For dendritic branching analysis, using Zeiss bright-field microscopes equipped with drawing tubes, we first prepared camera lucida drawings of the basilar trees of randomly selected CA1 neurons at a magnification of 400×. A total of 5–6 CA1 neurons that met the above criteria were selected from each hippocampus. The camera lucida drawings were then quantified using Sholl analysis (Sholl, 1953
). Using a template comprised of a series of enlarging concentric circles that originated at the soma, by quantifying the number of dendritic intersections with each circle, the Sholl analysis provides a profile of the amount and distribution of dendritic material measured at 10-μ
m intervals.

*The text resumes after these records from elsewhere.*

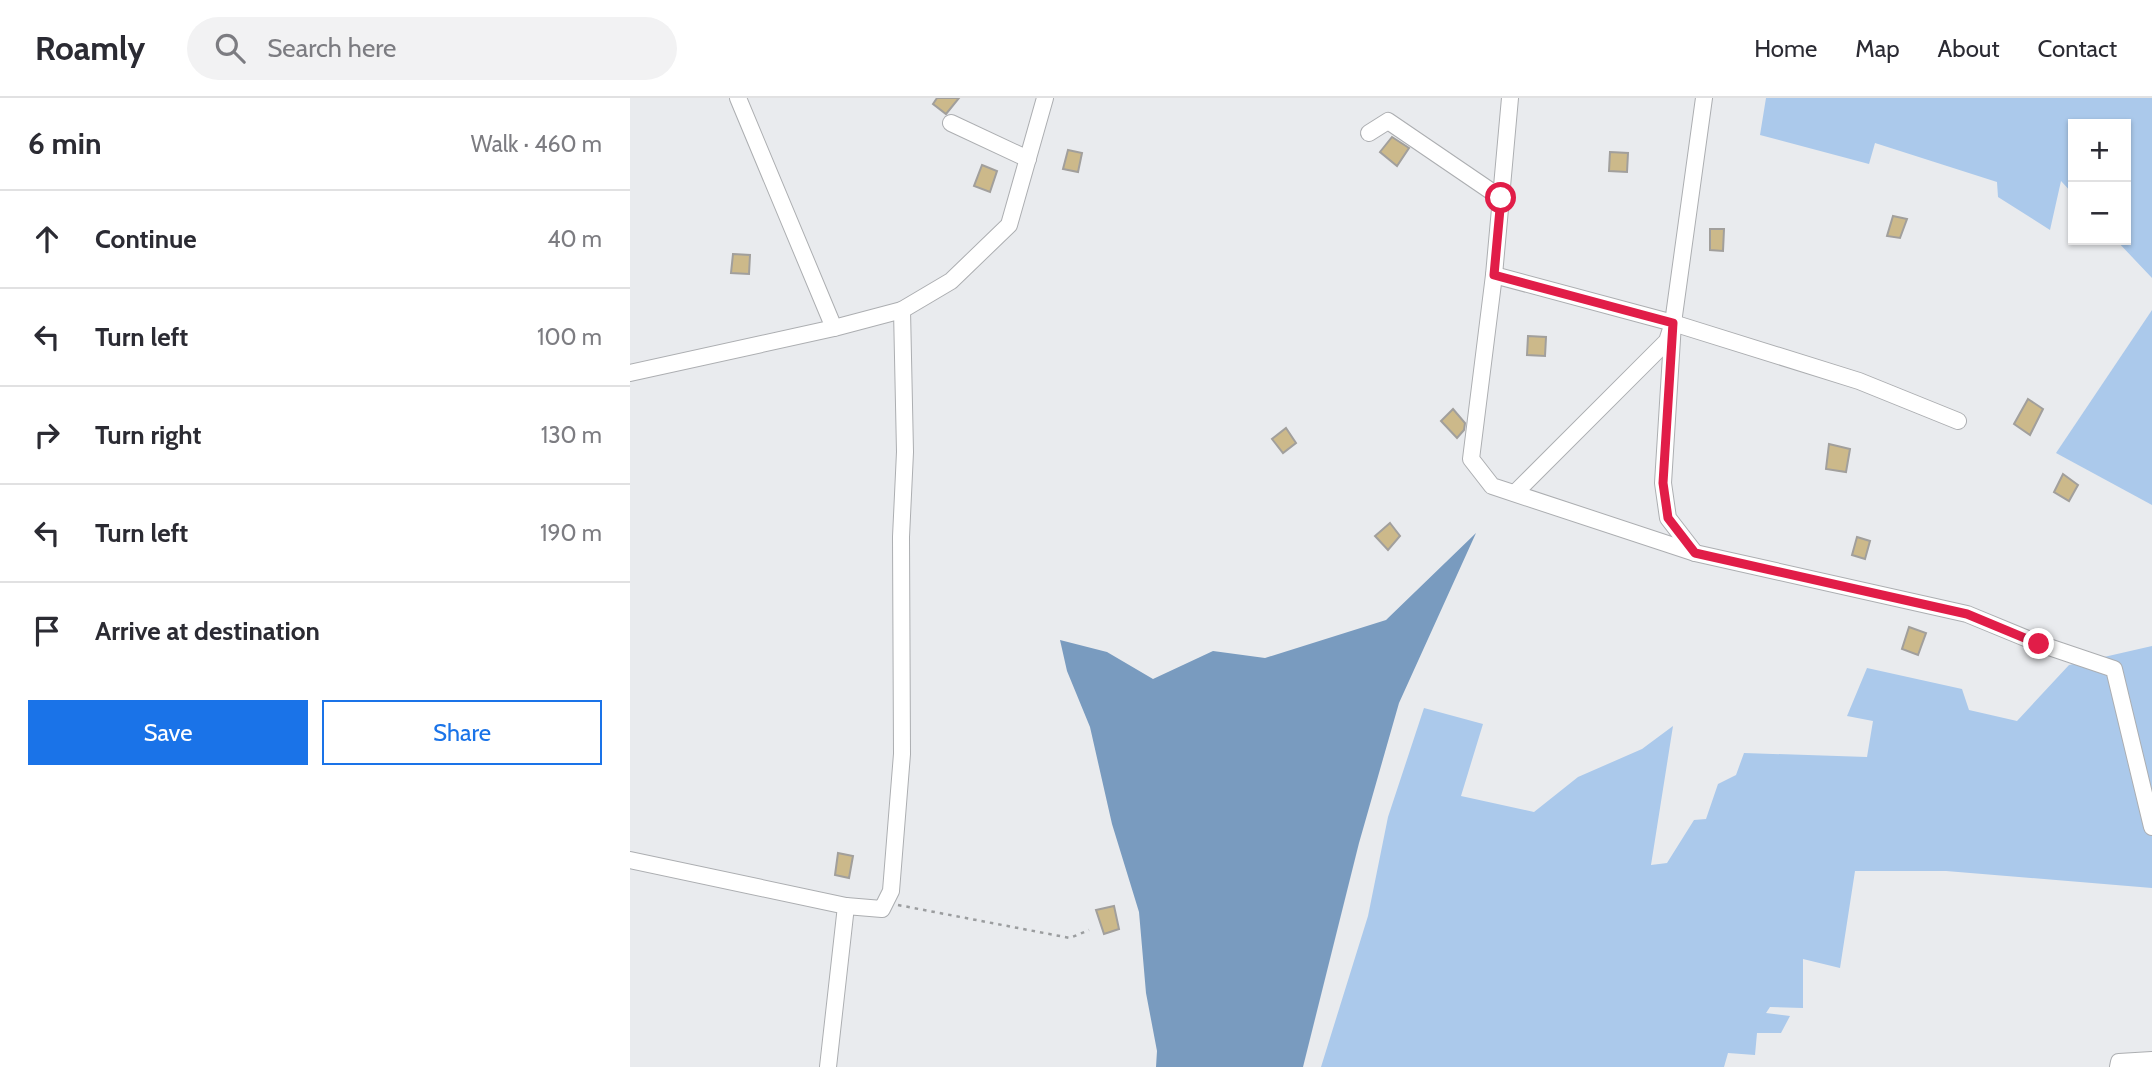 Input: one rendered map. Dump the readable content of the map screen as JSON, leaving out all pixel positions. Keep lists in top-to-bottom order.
{
  "page": {
    "header": "Roamly",
    "search": "Search here",
    "nav": [
      "Home",
      "Map",
      "About",
      "Contact"
    ],
    "heading": ["6 min", "Walk · 460 m"],
    "map_buttons": ["+", "−"],
    "list": [
      ["Continue", "40 m"],
      ["Turn left", "100 m"],
      ["Turn right", "130 m"],
      ["Turn left", "190 m"],
      "Arrive at destination"
    ],
    "buttons": ["Save", "Share"]
  }
}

We compared the branching and total length of the CAl dendrites as a function of genotype. An estimate of total dendritic length was obtained from the total number of dendritic intersections in the Sholl analysis to microns using a previously generated conversion factor. Dendritic complexity was assessed using a branch point analysis that ascertained the number, location, and branch order of dendritic branch bifurcations. Statistical significance was determined using the Wilcoxon rank-sign test. An adjusted α
for significance for multiple comparisons was used.

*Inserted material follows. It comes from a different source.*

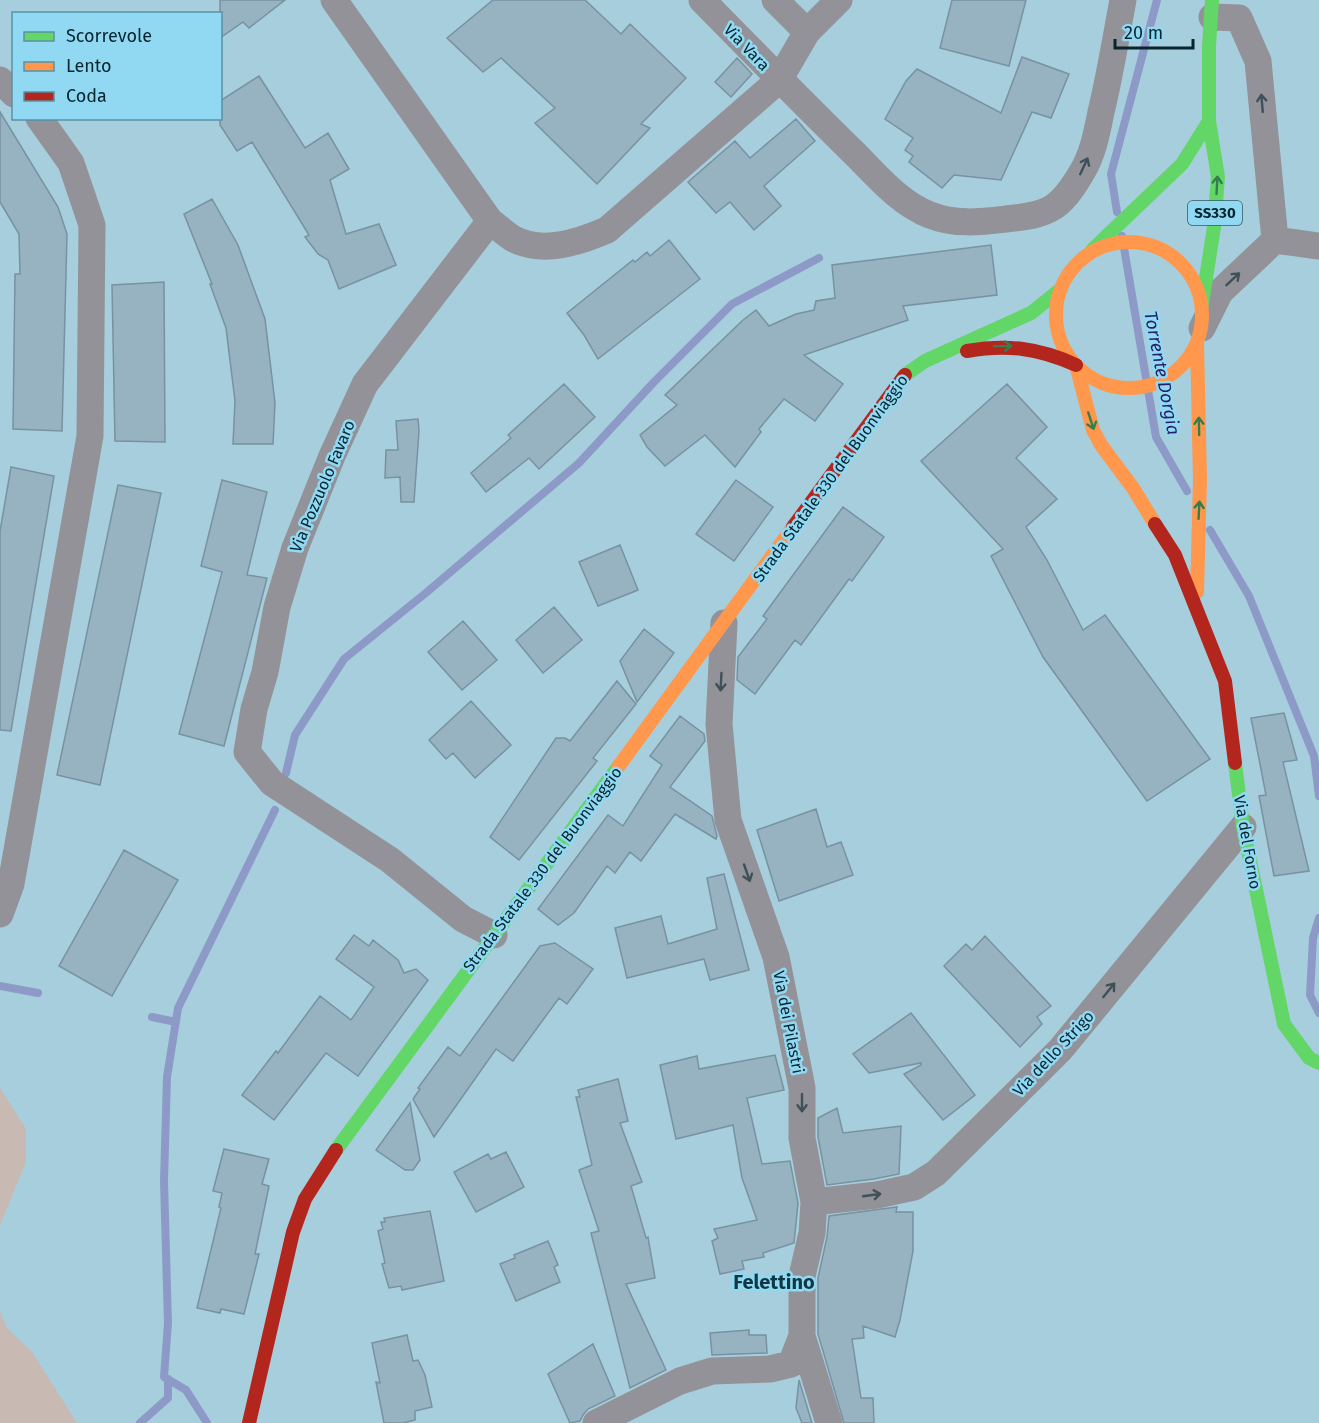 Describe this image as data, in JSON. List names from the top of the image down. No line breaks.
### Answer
{"streets":{"main road":["SS330","Strada Statale 330 del Buonviaggio","Via del Forno"],"street":["Via Vara","Via Pozzuolo Favaro","Via dei Pilastri","Via dello Strigo"]},"crossings":[["SS330","Strada Statale 330 del Buonviaggio"],["SS330","Via del Forno"],["Strada Statale 330 del Buonviaggio","Via Pozzuolo Favaro"],["Strada Statale 330 del Buonviaggio","Via dei Pilastri"],["Via del Forno","Via dello Strigo"],["Via dei Pilastri","Via dello Strigo"]],"one_way":["Via dei Pilastri","Via dello Strigo"],"districts":["Felettino"],"water":["Torrente Dorgia"],"legend":["Scorrevole","Lento","Coda"],"scale_bar":"20 m"}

Dendritic spines were quantified on the terminal tip segments of the CA1 basilar trees. At a magnification of 1,200×, using special long-working distance oil immersion lenses, dendritic spines were counted directly from the microscope along four segments of the 30-μm long terminal tip. These spine counts provide an accurate comparison of data between groups, but underestimate the actual total numbers of spines since only flanking spines were counted. (Spines directed either up toward the observer or away from the observer—on the underside of the dendritic branch segment—would be partially obscured by the Golgi stain within the branch).

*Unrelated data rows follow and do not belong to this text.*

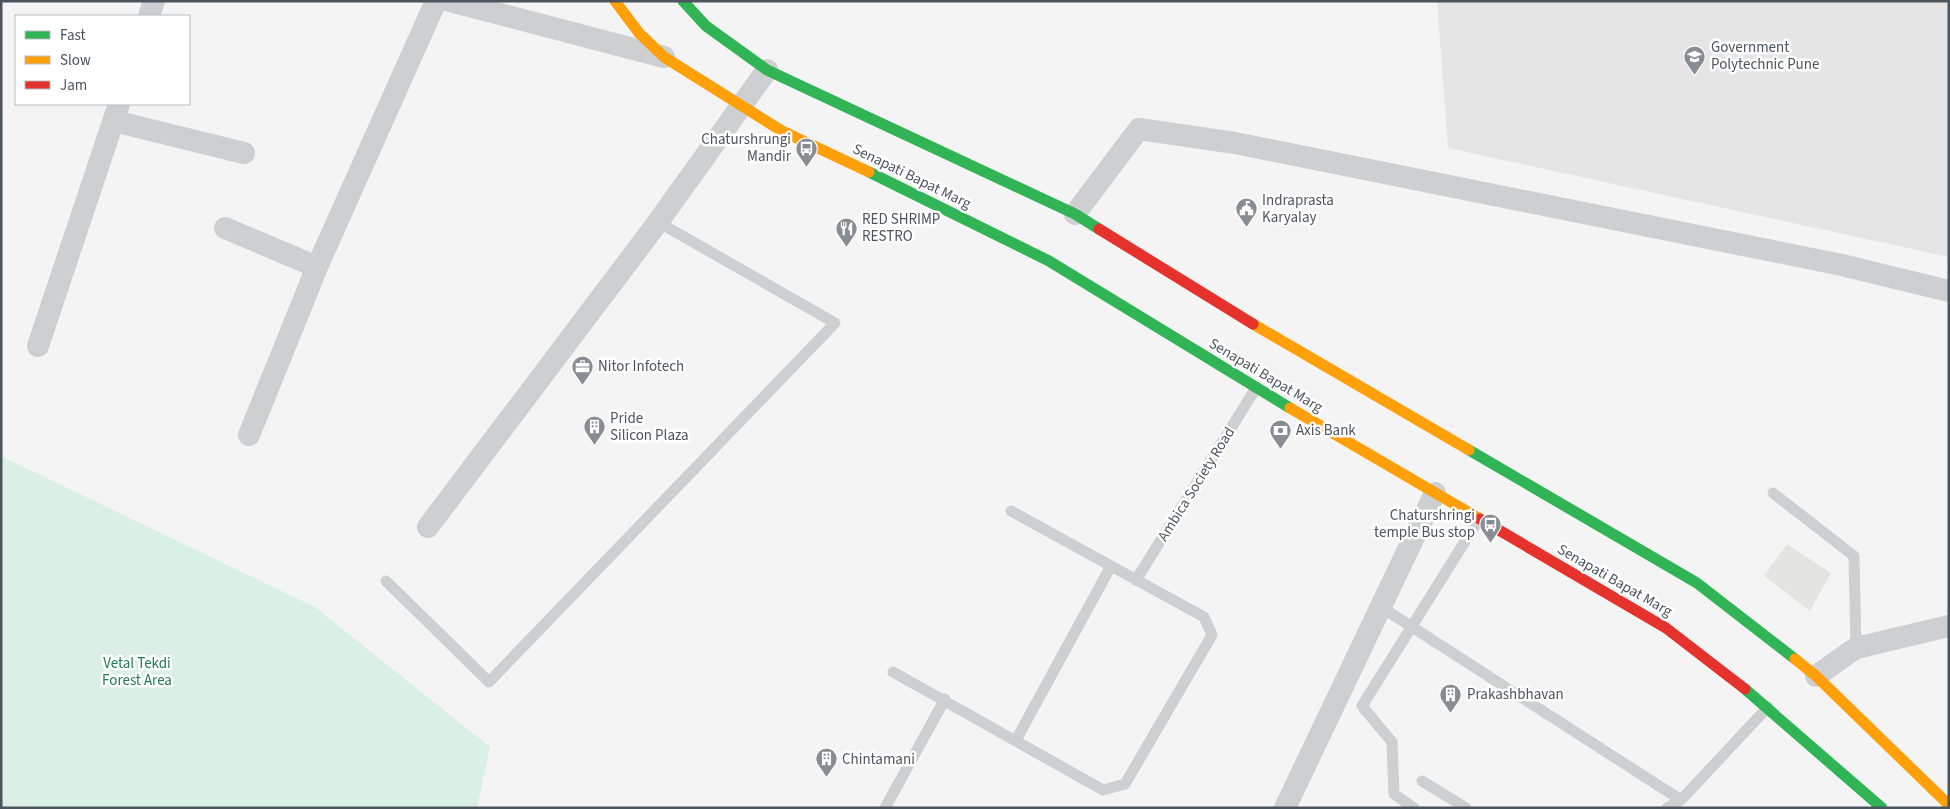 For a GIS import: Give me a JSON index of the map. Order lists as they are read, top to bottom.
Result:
{
  "streets": {
    "main road": ["Senapati Bapat Marg"],
    "lane": ["Ambica Society Road"]
  },
  "crossings": [
    ["Senapati Bapat Marg", "Ambica Society Road"]
  ],
  "parks": ["Vetal Tekdi Forest Area"],
  "places": {
    "school or university": ["Government Polytechnic Pune"],
    "bus stop": ["Chaturshrungi Mandir", "Chaturshringi temple Bus stop"],
    "public building": ["Indraprasta Karyalay"],
    "restaurant": ["RED SHRIMP RESTRO"],
    "office": ["Nitor Infotech"],
    "building": ["Pride Silicon Plaza", "Prakashbhavan", "Chintamani"],
    "bank": ["Axis Bank"]
  },
  "legend": ["Fast", "Slow", "Jam"]
} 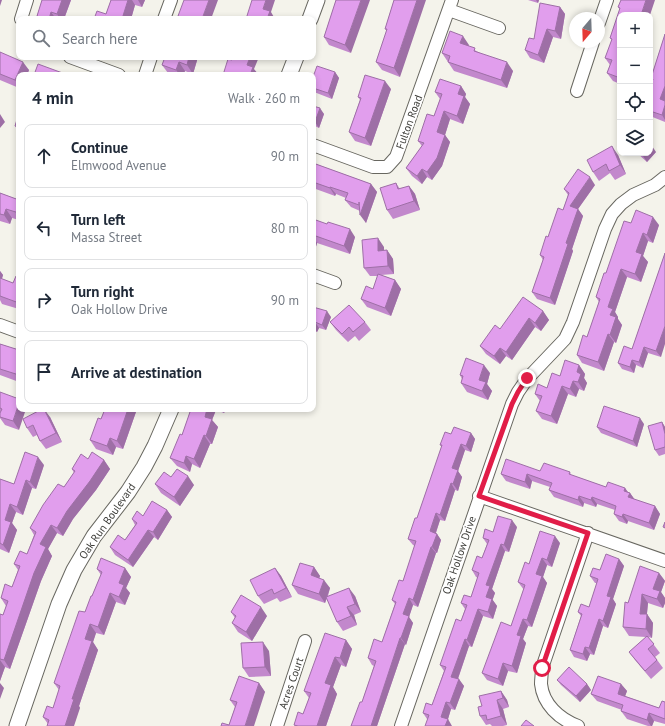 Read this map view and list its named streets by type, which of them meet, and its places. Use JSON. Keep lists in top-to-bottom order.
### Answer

In addition to total spine density, we also evaluated spine configurations. Spines may be designated by shape into three basic morphological categories: (1) L-spines, which look like a lollipop and have a well-defined spine head and a narrower definitive spine neck. These may be further subdivided into Ls spines (with a small spine head) or LL spines (with a large spine head). (The “L” type spine has also been designated by other investigators as an “M” spine for its “mushroom”-like appearance.) (2) “N” (nubby) spines, which lack a definitive spine head and typically have a thickened spine neck. (3) “D” (dimple) type spines, which are small and have neither a well-defined head nor neck. Spine data was evaluated for statistical significance using the unpaired Student's t-test.